◆ YOUR ASSIGNMENT
Report only the number of lines in the records that contain the word "Directions".

◆ STORED DATA
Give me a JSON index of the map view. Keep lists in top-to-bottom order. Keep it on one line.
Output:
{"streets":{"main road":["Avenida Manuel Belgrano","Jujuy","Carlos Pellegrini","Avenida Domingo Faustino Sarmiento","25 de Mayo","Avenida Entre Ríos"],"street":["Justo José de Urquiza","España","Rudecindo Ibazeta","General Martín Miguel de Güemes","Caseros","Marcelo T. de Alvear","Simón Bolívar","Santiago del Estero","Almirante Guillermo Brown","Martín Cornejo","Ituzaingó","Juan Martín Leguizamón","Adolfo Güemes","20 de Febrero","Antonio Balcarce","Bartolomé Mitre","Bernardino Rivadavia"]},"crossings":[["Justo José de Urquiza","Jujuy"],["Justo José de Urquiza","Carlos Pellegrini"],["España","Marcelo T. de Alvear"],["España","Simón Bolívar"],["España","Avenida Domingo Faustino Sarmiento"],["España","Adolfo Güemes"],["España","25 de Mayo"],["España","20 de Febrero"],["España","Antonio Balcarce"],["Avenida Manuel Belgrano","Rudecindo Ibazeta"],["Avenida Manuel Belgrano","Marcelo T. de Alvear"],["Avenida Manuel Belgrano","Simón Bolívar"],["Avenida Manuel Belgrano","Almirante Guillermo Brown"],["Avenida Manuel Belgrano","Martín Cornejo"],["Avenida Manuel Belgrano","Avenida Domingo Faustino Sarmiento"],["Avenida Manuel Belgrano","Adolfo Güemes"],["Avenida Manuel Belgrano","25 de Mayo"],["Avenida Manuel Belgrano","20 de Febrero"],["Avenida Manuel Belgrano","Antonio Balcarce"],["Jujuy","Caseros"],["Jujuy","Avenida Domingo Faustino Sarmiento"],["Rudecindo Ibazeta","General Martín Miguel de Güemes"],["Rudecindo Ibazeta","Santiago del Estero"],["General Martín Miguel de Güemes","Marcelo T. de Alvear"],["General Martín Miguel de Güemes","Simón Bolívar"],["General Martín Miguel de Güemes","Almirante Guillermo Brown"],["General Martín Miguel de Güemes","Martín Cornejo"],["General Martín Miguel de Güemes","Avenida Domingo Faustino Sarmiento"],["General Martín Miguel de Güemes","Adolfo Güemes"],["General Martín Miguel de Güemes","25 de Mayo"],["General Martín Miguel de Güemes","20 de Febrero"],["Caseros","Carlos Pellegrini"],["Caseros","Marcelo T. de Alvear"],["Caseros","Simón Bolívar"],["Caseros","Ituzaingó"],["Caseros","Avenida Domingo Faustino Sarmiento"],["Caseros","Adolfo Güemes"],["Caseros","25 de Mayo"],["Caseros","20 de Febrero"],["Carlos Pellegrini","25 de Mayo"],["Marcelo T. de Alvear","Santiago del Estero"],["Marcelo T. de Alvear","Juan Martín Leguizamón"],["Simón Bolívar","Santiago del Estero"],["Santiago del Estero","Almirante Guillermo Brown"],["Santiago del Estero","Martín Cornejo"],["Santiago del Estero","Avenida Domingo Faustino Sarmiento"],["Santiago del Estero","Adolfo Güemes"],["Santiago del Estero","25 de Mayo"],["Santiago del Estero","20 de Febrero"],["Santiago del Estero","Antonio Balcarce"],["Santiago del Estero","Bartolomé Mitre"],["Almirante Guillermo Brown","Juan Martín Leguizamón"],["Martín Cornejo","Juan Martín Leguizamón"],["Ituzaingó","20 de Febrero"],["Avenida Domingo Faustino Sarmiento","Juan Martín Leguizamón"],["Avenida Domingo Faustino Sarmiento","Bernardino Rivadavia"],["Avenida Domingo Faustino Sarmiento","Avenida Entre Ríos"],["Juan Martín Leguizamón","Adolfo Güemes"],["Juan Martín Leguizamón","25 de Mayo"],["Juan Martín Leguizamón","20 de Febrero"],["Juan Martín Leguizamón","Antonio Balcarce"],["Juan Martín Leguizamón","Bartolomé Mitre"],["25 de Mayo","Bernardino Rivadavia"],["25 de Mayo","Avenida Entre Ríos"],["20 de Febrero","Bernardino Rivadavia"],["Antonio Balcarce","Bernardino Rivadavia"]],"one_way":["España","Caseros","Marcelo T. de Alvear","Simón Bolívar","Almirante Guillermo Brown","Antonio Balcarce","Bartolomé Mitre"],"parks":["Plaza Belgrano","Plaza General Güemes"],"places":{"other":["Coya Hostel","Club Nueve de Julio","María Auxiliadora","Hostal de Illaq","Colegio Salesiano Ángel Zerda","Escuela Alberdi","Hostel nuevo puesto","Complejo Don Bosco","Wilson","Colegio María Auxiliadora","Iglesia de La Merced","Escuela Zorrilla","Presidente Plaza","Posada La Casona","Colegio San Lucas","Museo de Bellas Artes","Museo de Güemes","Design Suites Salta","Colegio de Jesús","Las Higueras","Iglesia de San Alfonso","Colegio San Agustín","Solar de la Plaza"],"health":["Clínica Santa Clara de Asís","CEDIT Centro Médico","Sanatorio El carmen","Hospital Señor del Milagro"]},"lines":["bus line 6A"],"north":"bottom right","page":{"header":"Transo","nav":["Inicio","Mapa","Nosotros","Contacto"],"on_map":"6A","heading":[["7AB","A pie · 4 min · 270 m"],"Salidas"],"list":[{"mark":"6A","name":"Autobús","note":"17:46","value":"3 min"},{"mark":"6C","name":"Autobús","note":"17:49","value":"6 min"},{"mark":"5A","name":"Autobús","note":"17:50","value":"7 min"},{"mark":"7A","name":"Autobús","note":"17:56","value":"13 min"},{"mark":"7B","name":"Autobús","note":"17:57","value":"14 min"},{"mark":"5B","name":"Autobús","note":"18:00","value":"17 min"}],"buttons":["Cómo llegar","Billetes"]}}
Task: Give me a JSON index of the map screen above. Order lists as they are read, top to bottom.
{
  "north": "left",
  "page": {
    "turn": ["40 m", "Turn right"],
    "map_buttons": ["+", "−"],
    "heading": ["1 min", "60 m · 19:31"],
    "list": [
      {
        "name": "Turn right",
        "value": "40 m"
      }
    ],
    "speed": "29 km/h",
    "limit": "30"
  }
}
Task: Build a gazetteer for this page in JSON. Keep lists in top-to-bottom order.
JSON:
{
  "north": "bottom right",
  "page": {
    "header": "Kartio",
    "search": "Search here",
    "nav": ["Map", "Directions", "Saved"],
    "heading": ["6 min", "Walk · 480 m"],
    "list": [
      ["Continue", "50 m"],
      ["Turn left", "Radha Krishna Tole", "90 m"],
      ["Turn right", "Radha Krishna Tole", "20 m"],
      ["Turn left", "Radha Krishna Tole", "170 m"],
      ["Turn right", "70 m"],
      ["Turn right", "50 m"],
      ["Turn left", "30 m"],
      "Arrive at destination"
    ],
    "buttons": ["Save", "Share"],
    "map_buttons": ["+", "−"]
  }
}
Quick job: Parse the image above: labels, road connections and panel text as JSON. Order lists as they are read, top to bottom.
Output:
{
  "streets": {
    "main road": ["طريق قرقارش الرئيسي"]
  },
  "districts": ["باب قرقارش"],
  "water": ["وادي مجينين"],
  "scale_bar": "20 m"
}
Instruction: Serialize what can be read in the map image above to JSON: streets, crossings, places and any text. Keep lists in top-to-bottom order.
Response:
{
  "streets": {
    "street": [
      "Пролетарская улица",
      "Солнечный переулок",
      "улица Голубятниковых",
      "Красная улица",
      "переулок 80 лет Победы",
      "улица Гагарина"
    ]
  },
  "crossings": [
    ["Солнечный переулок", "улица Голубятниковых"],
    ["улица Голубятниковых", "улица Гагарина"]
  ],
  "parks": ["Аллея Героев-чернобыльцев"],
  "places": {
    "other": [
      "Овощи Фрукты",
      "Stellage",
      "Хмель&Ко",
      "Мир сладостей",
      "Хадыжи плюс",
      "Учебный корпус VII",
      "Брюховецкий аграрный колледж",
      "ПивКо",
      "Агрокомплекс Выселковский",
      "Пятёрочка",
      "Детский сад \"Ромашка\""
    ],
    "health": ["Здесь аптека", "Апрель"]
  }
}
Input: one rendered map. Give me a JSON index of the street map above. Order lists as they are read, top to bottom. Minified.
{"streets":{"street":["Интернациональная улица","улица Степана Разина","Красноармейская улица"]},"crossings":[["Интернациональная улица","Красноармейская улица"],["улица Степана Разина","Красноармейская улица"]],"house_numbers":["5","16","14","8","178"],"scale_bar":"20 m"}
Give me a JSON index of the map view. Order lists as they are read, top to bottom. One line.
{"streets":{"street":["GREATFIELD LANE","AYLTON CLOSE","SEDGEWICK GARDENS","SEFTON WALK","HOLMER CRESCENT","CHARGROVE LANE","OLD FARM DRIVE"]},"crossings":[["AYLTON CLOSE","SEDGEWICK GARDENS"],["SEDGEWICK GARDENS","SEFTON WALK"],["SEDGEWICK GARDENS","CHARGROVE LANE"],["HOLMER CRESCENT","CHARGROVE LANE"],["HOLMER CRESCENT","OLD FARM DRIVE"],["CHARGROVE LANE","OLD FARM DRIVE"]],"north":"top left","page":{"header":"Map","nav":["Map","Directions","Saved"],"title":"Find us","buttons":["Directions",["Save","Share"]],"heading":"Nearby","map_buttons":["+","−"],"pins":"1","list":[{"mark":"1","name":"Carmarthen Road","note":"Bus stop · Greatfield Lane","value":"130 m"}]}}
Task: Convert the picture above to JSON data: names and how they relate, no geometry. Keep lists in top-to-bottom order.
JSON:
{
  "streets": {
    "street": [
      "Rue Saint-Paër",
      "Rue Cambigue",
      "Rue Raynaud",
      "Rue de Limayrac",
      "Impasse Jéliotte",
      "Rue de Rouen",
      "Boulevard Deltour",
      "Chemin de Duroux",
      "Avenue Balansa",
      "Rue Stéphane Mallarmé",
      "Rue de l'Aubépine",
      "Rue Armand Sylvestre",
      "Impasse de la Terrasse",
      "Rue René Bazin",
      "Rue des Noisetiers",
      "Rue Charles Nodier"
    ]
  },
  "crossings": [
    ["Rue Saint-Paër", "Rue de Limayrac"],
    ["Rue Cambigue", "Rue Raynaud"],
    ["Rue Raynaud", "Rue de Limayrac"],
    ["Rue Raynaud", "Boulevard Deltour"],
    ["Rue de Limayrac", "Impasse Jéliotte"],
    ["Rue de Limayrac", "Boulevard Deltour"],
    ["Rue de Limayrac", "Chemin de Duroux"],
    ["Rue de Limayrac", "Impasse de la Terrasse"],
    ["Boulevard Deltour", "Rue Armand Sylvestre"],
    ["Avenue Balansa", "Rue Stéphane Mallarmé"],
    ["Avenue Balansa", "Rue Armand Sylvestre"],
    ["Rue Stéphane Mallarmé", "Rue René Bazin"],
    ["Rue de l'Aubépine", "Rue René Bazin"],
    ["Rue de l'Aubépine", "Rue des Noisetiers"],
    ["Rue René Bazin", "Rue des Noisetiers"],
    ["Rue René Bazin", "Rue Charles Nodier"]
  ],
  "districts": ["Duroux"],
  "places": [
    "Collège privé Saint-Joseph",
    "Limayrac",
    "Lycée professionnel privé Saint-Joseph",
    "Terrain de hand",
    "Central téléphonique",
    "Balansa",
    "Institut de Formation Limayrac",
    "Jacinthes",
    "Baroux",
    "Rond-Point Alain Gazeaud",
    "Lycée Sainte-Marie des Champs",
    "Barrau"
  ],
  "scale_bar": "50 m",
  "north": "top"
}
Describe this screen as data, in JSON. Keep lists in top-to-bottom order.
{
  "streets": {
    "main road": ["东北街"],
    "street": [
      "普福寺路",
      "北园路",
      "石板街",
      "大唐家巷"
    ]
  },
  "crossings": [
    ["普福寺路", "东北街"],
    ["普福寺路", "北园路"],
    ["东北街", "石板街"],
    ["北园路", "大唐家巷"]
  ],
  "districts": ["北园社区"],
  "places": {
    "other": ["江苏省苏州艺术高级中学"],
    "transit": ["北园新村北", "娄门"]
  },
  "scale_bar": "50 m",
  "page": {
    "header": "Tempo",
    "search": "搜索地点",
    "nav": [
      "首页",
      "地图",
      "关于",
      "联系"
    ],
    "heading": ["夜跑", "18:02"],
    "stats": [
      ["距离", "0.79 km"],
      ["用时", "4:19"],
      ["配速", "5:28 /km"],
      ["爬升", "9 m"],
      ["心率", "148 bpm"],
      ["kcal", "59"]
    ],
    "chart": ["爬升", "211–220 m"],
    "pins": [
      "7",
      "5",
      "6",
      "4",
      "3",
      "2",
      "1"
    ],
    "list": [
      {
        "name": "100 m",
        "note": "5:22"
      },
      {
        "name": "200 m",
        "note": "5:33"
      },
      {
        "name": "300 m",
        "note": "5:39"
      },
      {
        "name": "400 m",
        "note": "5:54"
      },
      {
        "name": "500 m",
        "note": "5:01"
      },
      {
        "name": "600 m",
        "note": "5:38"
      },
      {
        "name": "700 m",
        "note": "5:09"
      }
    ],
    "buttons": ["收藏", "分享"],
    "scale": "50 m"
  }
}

◆ TASK RESULT
2